And then Jane felt that her hand was on a slab or table of stone, and, under her hand, something that felt like the charm that had so long hung round her neck, only it was thicker. Twice as thick.

“It’s here!” she said, “I’ve got it!” And she hardly knew the sound of her own voice.

“Come away,” repeated Rekh-marā.

“I wish we could see more of this Temple,” said Robert resistingly.

“Come away,” the Priest urged, “there is death all about, and strong magic. Listen.”

The chanting voices seemed to have grown louder and fiercer, and light stronger.

“They are coming!” cried Rekh-marā. “Quick, quick, the Amulet!”

Jane held it up.

“What a long time you’ve been rubbing your eyes!” said Anthea; “don’t you see we’ve got back?” The learned gentleman merely stared at her.

“Miss Anthea—Miss Jane!” It was Nurse’s voice, very much higher and squeaky and more exalted than usual.

“Oh, bother!” said everyone.

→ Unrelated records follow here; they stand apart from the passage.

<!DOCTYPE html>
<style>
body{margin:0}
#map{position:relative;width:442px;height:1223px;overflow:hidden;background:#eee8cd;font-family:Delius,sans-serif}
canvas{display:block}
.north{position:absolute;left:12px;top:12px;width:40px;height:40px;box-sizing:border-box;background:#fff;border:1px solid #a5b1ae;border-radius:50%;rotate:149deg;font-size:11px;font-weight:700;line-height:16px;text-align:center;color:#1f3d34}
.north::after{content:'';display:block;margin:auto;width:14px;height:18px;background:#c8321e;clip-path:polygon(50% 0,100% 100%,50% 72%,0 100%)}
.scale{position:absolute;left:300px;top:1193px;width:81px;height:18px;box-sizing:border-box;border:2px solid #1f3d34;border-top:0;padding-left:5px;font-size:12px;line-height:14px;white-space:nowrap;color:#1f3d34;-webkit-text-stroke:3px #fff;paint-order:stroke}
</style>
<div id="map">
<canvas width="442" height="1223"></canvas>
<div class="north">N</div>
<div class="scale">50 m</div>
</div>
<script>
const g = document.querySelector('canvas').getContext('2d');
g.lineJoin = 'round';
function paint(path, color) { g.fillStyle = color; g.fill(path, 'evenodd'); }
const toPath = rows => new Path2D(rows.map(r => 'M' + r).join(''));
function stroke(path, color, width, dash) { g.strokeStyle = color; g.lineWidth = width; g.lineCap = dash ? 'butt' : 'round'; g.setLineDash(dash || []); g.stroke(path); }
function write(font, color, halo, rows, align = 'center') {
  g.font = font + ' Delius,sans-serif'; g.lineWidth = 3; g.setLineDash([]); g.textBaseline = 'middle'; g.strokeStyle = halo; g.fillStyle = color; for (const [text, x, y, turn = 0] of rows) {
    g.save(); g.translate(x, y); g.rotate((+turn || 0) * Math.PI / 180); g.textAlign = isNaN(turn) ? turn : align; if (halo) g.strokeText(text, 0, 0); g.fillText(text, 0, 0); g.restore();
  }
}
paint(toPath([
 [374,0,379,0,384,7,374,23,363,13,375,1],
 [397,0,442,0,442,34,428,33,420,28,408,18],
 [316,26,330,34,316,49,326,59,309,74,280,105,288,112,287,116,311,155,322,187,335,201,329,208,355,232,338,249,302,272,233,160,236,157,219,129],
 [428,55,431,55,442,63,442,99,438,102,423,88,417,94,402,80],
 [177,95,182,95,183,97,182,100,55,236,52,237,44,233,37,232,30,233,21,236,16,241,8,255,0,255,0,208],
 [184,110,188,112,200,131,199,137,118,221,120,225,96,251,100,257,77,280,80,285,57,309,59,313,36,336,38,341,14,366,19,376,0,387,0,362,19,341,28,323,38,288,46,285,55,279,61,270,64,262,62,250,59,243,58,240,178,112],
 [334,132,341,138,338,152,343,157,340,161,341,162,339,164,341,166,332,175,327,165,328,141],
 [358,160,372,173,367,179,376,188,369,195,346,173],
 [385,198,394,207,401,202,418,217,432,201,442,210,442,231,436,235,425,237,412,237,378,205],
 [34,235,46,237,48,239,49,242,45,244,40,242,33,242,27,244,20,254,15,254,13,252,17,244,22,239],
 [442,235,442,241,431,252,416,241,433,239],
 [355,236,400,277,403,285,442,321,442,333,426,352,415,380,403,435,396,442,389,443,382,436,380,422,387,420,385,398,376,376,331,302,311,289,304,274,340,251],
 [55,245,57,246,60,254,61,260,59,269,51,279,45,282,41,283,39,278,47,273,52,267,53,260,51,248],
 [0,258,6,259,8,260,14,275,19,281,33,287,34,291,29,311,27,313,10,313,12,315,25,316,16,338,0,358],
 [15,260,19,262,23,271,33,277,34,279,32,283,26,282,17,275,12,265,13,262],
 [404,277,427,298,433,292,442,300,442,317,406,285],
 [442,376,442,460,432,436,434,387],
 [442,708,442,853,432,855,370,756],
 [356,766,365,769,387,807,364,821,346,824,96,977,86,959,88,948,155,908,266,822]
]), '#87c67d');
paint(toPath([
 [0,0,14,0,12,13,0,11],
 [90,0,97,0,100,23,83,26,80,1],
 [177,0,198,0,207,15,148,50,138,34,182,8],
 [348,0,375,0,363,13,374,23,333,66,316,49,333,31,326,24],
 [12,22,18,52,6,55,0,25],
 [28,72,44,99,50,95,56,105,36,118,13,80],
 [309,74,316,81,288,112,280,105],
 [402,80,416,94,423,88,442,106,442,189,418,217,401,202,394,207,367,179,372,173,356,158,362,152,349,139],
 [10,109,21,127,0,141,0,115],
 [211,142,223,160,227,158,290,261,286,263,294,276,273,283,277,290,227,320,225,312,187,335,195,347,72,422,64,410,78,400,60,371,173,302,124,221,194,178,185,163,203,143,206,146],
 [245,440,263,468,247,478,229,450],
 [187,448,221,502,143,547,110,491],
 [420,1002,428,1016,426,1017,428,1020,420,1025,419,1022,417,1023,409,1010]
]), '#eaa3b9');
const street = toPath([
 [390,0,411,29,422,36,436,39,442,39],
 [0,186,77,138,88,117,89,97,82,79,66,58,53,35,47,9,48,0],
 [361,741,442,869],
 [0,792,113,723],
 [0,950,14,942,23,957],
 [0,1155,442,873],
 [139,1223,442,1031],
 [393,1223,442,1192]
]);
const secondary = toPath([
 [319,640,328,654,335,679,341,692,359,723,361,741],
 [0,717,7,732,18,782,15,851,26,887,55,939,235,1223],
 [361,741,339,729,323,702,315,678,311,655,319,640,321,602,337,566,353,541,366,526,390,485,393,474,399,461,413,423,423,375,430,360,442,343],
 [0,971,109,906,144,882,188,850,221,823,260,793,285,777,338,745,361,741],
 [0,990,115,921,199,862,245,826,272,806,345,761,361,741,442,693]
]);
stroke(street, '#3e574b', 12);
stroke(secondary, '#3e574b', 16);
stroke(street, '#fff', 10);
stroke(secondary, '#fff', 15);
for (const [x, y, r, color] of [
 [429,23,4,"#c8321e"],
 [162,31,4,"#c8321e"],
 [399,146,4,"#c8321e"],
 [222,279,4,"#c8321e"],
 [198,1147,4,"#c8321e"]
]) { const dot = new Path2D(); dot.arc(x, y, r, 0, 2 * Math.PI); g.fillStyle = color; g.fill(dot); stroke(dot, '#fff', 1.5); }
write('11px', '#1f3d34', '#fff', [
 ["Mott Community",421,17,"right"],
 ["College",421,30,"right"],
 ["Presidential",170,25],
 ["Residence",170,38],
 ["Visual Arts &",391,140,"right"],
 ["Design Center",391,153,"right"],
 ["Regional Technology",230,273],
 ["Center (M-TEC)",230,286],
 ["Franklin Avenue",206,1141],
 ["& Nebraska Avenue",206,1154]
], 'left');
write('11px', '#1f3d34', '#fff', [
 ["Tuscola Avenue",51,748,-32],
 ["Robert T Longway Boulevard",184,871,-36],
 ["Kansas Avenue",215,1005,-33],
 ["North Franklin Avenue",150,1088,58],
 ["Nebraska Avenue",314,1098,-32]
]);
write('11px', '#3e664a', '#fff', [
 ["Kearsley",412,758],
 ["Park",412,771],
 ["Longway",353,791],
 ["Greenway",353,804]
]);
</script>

Cyril adding, “You just go on with the dream for a sec, Mr Jimmy, we’ll be back directly. Nurse’ll come up if we don’t. She wouldn’t think Rekh-marā was a dream.”

Then they went down. Nurse was in the hall, an orange envelope in one hand, and a pink paper in the other.

“Your Pa and Ma’s come home. ‘Reach London 11.15. Prepare rooms as directed in letter’, and signed in their two names.”

“Oh, hooray! hooray! hooray!” shouted the boys and Jane. But Anthea could not shout, she was nearer crying.

“Oh,” she said almost in a whisper, “then it was true. And we have got our hearts’ desire.”

“But I don’t understand about the letter,” Nurse was saying. “I haven’t had no letter.”

Oh!” said Jane in a queer voice, “I wonder whether it was one of those... they came that night—you know, when we were playing ‘devil in the dark’—and I put them in the hat-stand drawer, behind the clothes-brushes and”—she pulled out the drawer as she spoke—“and here they are!”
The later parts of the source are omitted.